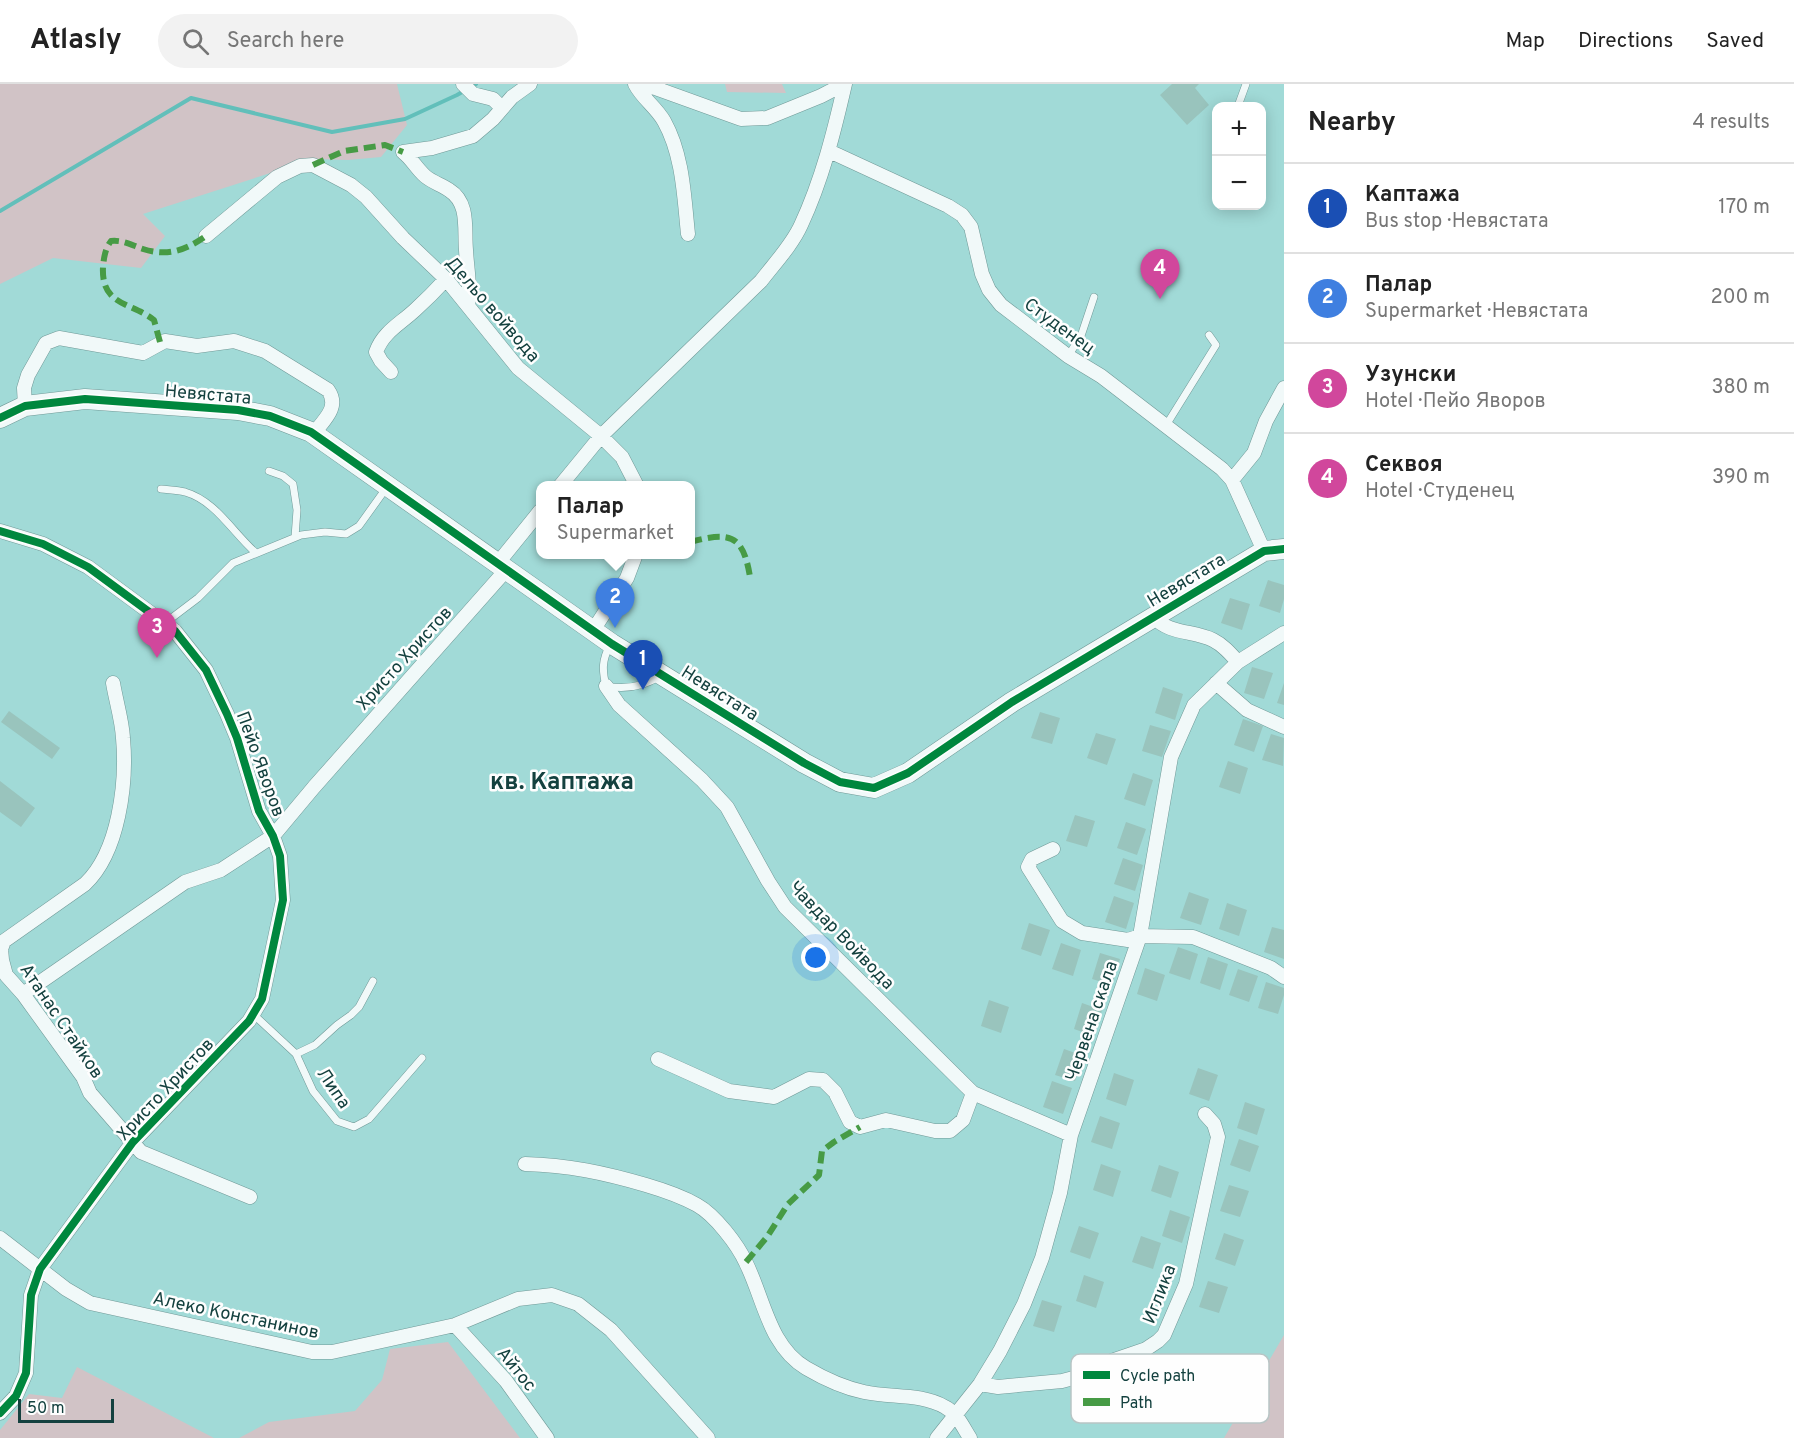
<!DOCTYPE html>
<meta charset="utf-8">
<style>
body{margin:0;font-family:Overpass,sans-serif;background:#f2f2f2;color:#222}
.controls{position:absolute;right:18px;top:18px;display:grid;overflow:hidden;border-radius:12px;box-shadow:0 3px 15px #0003}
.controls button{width:54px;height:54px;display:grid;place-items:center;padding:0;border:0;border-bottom:2px solid #e0e0e0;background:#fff;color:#222;font:30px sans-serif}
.scale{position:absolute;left:18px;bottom:15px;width:96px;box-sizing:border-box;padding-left:6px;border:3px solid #14413f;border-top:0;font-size:16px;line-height:21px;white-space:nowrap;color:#14413f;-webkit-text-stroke:4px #fefefe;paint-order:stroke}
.you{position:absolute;left:816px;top:874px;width:21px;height:21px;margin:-15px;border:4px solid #fff;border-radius:50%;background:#1a73e8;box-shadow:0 0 0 9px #1a73e833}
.badge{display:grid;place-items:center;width:39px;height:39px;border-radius:50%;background:#1a73e8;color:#fff;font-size:20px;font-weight:700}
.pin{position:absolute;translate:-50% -50px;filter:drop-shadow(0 2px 3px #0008)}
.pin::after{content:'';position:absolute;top:32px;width:21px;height:18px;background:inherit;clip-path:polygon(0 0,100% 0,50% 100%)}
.popup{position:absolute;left:536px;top:397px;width:159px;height:78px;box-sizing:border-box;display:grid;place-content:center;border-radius:12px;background:#fff;filter:drop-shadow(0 2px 4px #0005);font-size:20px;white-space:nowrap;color:#767676}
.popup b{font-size:22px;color:#222}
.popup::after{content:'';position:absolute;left:50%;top:100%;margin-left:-12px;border:12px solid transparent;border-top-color:#fff}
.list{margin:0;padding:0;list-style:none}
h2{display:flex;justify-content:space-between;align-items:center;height:78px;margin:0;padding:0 24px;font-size:26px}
h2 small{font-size:20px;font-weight:400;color:#767676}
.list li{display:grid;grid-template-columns:39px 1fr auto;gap:18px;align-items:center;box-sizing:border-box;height:90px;padding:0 24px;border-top:2px solid #e0e0e0}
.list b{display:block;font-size:22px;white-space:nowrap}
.list p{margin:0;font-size:20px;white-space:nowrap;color:#767676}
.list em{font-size:20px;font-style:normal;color:#767676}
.icon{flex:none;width:33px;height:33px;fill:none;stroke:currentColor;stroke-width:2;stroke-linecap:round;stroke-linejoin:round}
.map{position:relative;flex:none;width:1284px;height:1354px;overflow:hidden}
header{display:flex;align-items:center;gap:36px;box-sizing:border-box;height:84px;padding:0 30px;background:#fff;border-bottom:2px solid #e0e0e0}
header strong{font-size:28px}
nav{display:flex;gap:33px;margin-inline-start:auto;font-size:21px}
.search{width:420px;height:54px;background:#f2f2f2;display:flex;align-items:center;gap:15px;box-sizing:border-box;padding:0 21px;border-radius:33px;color:#767676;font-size:22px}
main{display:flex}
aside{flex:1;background:#fff}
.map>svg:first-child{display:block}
</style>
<header>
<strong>Atlasly</strong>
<div class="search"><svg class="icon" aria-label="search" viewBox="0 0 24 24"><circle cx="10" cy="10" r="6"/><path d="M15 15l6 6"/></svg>Search here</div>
<nav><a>Map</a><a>Directions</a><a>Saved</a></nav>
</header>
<main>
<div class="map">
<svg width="1284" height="1354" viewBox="0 0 1284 1354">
<rect width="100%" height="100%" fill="#a1dad7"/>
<path fill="#d1c3c6" d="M 0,0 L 397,0 L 407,41 L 381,73 L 348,76 L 314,75 L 143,130 L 165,152 L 141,184 L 53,174 L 0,200 Z
M 725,0 L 782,0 L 786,9 L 727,8 Z
M 1284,1251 L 1284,1354 L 1224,1354 Z
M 448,1258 L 520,1354 L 239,1354 L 269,1338 L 355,1327 L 382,1296 L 390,1265 Z
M 77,1283 L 214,1354 L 0,1354 L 0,1346 L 29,1310 L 62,1314 Z"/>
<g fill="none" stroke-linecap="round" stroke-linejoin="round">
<path stroke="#62bfba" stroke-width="4" d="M 0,127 L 191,14 L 332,48 L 405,35 L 457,11 L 476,0"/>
</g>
<path fill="#99c4bd" d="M 1172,0 L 1199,0 L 1195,4 L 1209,21 L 1187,41 L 1160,11 Z
M 1268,496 L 1284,501 L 1284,515 L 1280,529 L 1259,522 Z
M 1230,514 L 1250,520 L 1242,546 L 1221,539 Z
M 1252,583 L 1273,589 L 1264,615 L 1244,609 Z
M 1284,599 L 1284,621 L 1277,619 Z
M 1163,603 L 1183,610 L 1175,636 L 1155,629 Z
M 9,627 L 60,664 L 52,675 L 1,638 Z
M 1040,628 L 1060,634 L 1052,660 L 1031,654 Z
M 1243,635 L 1263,642 L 1254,668 L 1234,661 Z
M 1150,641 L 1171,647 L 1162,673 L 1142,667 Z
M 1096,649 L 1116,655 L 1107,681 L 1087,674 Z
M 1271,650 L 1284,654 L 1283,682 L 1262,676 Z
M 1228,677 L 1248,684 L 1240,710 L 1219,703 Z
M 1133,689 L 1153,696 L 1145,722 L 1124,715 Z
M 0,697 L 35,724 L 21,743 L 0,728 Z
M 1075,731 L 1095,737 L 1087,763 L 1066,757 Z
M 1126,738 L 1146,745 L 1137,771 L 1117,764 Z
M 1123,774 L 1143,781 L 1135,807 L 1114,800 Z
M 1189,808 L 1209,815 L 1201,841 L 1180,834 Z
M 1114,812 L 1134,819 L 1126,845 L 1105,838 Z
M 1227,819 L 1247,826 L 1239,852 L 1219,845 Z
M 1029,839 L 1050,846 L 1041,872 L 1021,865 Z
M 1272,843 L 1284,846 L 1284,875 L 1264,868 Z
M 1061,859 L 1081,866 L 1073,892 L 1052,885 Z
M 1178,863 L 1198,870 L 1190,896 L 1169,889 Z
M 1100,869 L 1120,875 L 1112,901 L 1092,895 Z
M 1208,873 L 1228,880 L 1220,906 L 1200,899 Z
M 1145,884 L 1165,891 L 1157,917 L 1137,910 Z
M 1238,885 L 1258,892 L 1249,918 L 1229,911 Z
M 1266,898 L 1284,904 L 1284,911 L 1278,930 L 1258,924 Z
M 989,916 L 1009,923 L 1001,949 L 981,942 Z
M 1082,919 L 1102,926 L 1094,952 L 1074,945 Z
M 1064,965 L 1084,972 L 1075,997 L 1055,991 Z
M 1198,984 L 1218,991 L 1209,1017 L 1189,1010 Z
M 1114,989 L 1134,996 L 1126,1022 L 1106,1015 Z
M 1052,997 L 1072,1004 L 1063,1030 L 1043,1023 Z
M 1245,1018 L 1265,1025 L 1257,1051 L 1237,1044 Z
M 1100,1032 L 1120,1039 L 1112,1065 L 1091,1058 Z
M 1239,1055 L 1259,1062 L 1250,1088 L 1230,1081 Z
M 1101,1080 L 1121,1087 L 1113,1113 L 1093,1106 Z
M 1159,1081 L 1179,1088 L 1171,1114 L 1151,1107 Z
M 1229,1101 L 1249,1107 L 1240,1133 L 1220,1127 Z
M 1170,1126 L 1190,1133 L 1182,1159 L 1162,1152 Z
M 1079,1142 L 1099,1149 L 1090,1175 L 1070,1168 Z
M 1224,1149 L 1244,1156 L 1235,1182 L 1215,1175 Z
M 1141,1152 L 1161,1159 L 1153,1185 L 1132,1178 Z
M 1084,1191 L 1104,1198 L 1096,1224 L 1076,1217 Z
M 1208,1197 L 1228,1203 L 1219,1229 L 1199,1223 Z
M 1042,1216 L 1062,1222 L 1054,1248 L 1033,1242 Z"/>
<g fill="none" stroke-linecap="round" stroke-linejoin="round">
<g stroke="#709997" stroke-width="8">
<path id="lane" d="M 1238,22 L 1246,0
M 1068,272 L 1081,252 L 1094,213
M 1165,343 L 1216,261 L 1209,251
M 269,387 L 283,392 L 293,400 L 297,426 L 295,453
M 161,405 C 169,406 177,406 185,408 C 216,417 232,448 256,469
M 165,539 L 198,514 L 233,479 L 301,451 L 325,448 L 346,450 L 359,442 L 387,403
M 610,561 C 602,576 602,586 606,602 C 626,606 643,603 660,592
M 253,930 L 296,970 L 313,1007 L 337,1037 L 354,1043 L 369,1035 L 422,974
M 296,970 L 315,961 L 337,941 L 351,931 L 359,923 L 373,897"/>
</g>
<g stroke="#709997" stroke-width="15">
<path id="street" d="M 463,0 L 473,10 L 493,15 L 502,24
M 635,0 C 642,14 656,23 664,37 C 683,71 684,112 688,150
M 639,0 L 655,4 L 741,35 L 767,34 L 821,12 L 844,0
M 829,67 L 948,122 L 962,131 L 971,143 L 982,190 L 989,206 L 1001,221 L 1068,272 L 1101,292 L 1222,385 L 1232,396 L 1264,467
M 403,68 C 412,75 416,84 425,92 C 432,98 442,101 449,106 C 470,119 464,146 466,166 C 467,186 471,202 468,222
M 403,68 L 432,64 L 473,52 L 493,35 L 512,13 L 530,0
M 206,152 L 277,93 L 300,82 L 313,81 L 351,101 L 366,113 L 403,154 L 446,195 L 518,284 L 601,352 L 622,373 L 637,402
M 391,288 L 381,277 L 376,268 C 383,248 400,240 415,226 C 426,216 436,206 446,195
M 25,322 L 24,304 L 28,291 L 46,259 L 59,254 L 143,269 L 165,257 L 197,262 L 234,257 L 265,267 L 328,306 C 340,323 324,336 314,349
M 1232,396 L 1254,369 L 1266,337 L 1284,304
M 560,402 L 601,352 L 761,197 C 774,180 792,161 801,141 C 822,96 834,48 845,0
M 0,447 L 43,460 L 88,483 L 175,547 L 206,586 L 227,630 L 237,654 L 259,727 L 273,752 L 280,772 L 283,816 L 262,915 L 249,937 L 133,1058 L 40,1185 L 31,1211 L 26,1289 L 16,1312 L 0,1329
M 498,479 L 540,427
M 1153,532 C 1169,551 1193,546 1213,556 C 1223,561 1230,569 1238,578
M 592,548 L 627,494 L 636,470
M 113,599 C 116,617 122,636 123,654 C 127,699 119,768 85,800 L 4,857 L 1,865 L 2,876 L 6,891 L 23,910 L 83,993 L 90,1009 L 141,1068 L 250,1113
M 1216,599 L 1247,626 L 1284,643
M 606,602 L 619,621 L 702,696 L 727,723 L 768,797 L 785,823 L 973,1009 L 1071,1051
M 1053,765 L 1032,775 L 1028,783 L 1062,837 L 1082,849 L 1128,856 L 1140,852 L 1193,853 L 1271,884 L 1284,893
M 23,910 L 185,798 L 221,786 L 273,752 L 314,703 L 507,485
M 658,975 L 729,1007 L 774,1013 L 809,995 L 823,996 L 835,1008 L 850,1038 L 860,1043 L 886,1036 L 935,1047 L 950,1047 L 963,1036 L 973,1009
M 525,1080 C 568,1081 605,1089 646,1101 C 663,1106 681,1112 697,1121 C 715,1131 738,1161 746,1179 C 764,1215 769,1262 806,1284 C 823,1294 845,1304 864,1308 C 891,1314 920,1309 945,1323 C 957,1329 963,1343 970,1354
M 0,1154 L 66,1205 L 90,1219 L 312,1268 L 332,1268 L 455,1241 L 518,1215 L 552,1211 L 578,1220 L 611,1246 L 708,1354
M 455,1241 L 506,1297 L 547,1354
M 980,1300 L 998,1303 L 1062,1297 L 1081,1292 L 1108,1278 L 1146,1265 L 1158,1257 L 1164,1251 L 1186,1200 L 1218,1053 L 1214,1040 L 1205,1030
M 937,1354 L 980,1300 L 1000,1267 L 1024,1220 L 1042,1174 L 1060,1109 L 1071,1051 L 1140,852 L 1171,673 L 1194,621 L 1238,578 L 1284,549"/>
</g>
<g stroke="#709997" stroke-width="21">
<path id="secondary" d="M 0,334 L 25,322 L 85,315 L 238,326 L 270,332 L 311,348 L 612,560 L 804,679 L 840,698 L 874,704 L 908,689 L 1012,618 L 1264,467 L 1284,465"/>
</g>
<use href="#lane" stroke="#f1f9f9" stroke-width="7"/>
<use href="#street" stroke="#f1f9f9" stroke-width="14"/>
<use href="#secondary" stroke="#f1f9f9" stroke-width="20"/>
<path stroke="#479b45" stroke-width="6" stroke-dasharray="12 6" stroke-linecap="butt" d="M 313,81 L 344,67 L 385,61 L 403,68
M 160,258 L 154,236 C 131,218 101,222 103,183 C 104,173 105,165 111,157 C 124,156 131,161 143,165 C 168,173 186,166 206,152
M 690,458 C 729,448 743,449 750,493
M 746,1178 L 767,1153 L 788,1120 L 819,1091 L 822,1067 L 834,1058 L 860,1043"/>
<g stroke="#fefefe" stroke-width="11">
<path id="cycleway" d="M 0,334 L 25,322 L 85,315 L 238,326 L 270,332 L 311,348 L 612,560 L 804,679 L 840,698 L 874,704 L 908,689 L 1012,618 L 1264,467 L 1284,465
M 0,447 L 43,460 L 88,483 L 175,547 L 206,586 L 227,630 L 237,654 L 259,727 L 273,752 L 280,772 L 283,816 L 262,915 L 249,937 L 133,1058 L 40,1185 L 31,1211 L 26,1289 L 16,1312 L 0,1329"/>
</g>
<use href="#cycleway" stroke="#00873e" stroke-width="8"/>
</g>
<g text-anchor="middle" stroke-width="5" stroke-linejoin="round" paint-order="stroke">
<g font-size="18" fill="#14413f" stroke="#fefefe">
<text transform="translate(493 225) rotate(49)" y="6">Дельо войвода</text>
<text transform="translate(1060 242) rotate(36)" y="6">Студенец</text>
<text transform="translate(208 310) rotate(5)" y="6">Невястата</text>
<text transform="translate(1186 496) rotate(-31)" y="6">Невястата</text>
<text transform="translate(404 574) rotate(-48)" y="6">Христо Христов</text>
<text transform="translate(720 609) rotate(32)" y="6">Невястата</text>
<text transform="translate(261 680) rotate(70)" y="6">Пейо Яворов</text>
<text transform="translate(842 851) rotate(46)" y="6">Чавдар Войвода</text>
<text transform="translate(62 937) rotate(56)" y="6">Атанас Стайков</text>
<text transform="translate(1091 937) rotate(-71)" y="6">Червена скала</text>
<text transform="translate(334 1004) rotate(56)" y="6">Липа</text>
<text transform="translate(165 1005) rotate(-47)" y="6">Христо Христов</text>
<text transform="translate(1159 1210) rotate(-69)" y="6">Иглика</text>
<text transform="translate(236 1231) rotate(12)" y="6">Алеко Констанинов</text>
<text transform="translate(517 1285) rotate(51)" y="6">Айтос</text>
</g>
<g font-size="24" font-weight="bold" fill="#14413f" stroke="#fefefe">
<text x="562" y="705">кв. Каптажа</text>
</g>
</g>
<rect x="1071" y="1270" width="198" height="69" rx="9" fill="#fefefe" stroke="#b8c5c5" stroke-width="1.5"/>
<rect x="1083" y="1287" width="27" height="8" fill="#00873e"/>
<rect x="1083" y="1314" width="27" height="8" fill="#479b45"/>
<g font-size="16" fill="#14413f">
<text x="1120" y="1297">Cycle path</text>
<text x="1120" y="1324">Path</text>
</g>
</svg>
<div class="controls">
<button>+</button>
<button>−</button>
</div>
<div class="scale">50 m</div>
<div class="you"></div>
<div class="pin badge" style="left:643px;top:606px;background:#1a4fb4">1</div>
<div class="pin badge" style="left:615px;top:544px;background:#3f7fe0">2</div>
<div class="popup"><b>Палар</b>Supermarket</div>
<div class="pin badge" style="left:157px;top:574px;background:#d1479c">3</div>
<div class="pin badge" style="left:1160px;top:215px;background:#d1479c">4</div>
</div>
<aside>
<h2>Nearby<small>4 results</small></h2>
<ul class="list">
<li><span class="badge" style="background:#1a4fb4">1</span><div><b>Каптажа</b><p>Bus stop · Невястата</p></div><em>170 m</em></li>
<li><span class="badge" style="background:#3f7fe0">2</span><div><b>Палар</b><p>Supermarket · Невястата</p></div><em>200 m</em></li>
<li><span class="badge" style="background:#d1479c">3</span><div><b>Узунски</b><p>Hotel · Пейо Яворов</p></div><em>380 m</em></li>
<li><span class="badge" style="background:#d1479c">4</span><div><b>Секвоя</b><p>Hotel · Студенец</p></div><em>390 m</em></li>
</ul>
</aside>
</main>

*****

Write out, word for word, the lines from the start of the data through the one holding "solid #fff;border-radius:50%;background:#1a73e8;box-shadow:0 0". Omit pictures.

<!DOCTYPE html>
<meta charset="utf-8">
<style>
body{margin:0;font-family:Overpass,sans-serif;background:#f2f2f2;color:#222}
.controls{position:absolute;right:18px;top:18px;display:grid;overflow:hidden;border-radius:12px;box-shadow:0 3px 15px #0003}
.controls button{width:54px;height:54px;display:grid;place-items:center;padding:0;border:0;border-bottom:2px solid #e0e0e0;background:#fff;color:#222;font:30px sans-serif}
.scale{position:absolute;left:18px;bottom:15px;width:96px;box-sizing:border-box;padding-left:6px;border:3px solid #14413f;border-top:0;font-size:16px;line-height:21px;white-space:nowrap;color:#14413f;-webkit-text-stroke:4px #fefefe;paint-order:stroke}
.you{position:absolute;left:816px;top:874px;width:21px;height:21px;margin:-15px;border:4px solid #fff;border-radius:50%;background:#1a73e8;box-shadow:0 0 0 9px #1a73e833}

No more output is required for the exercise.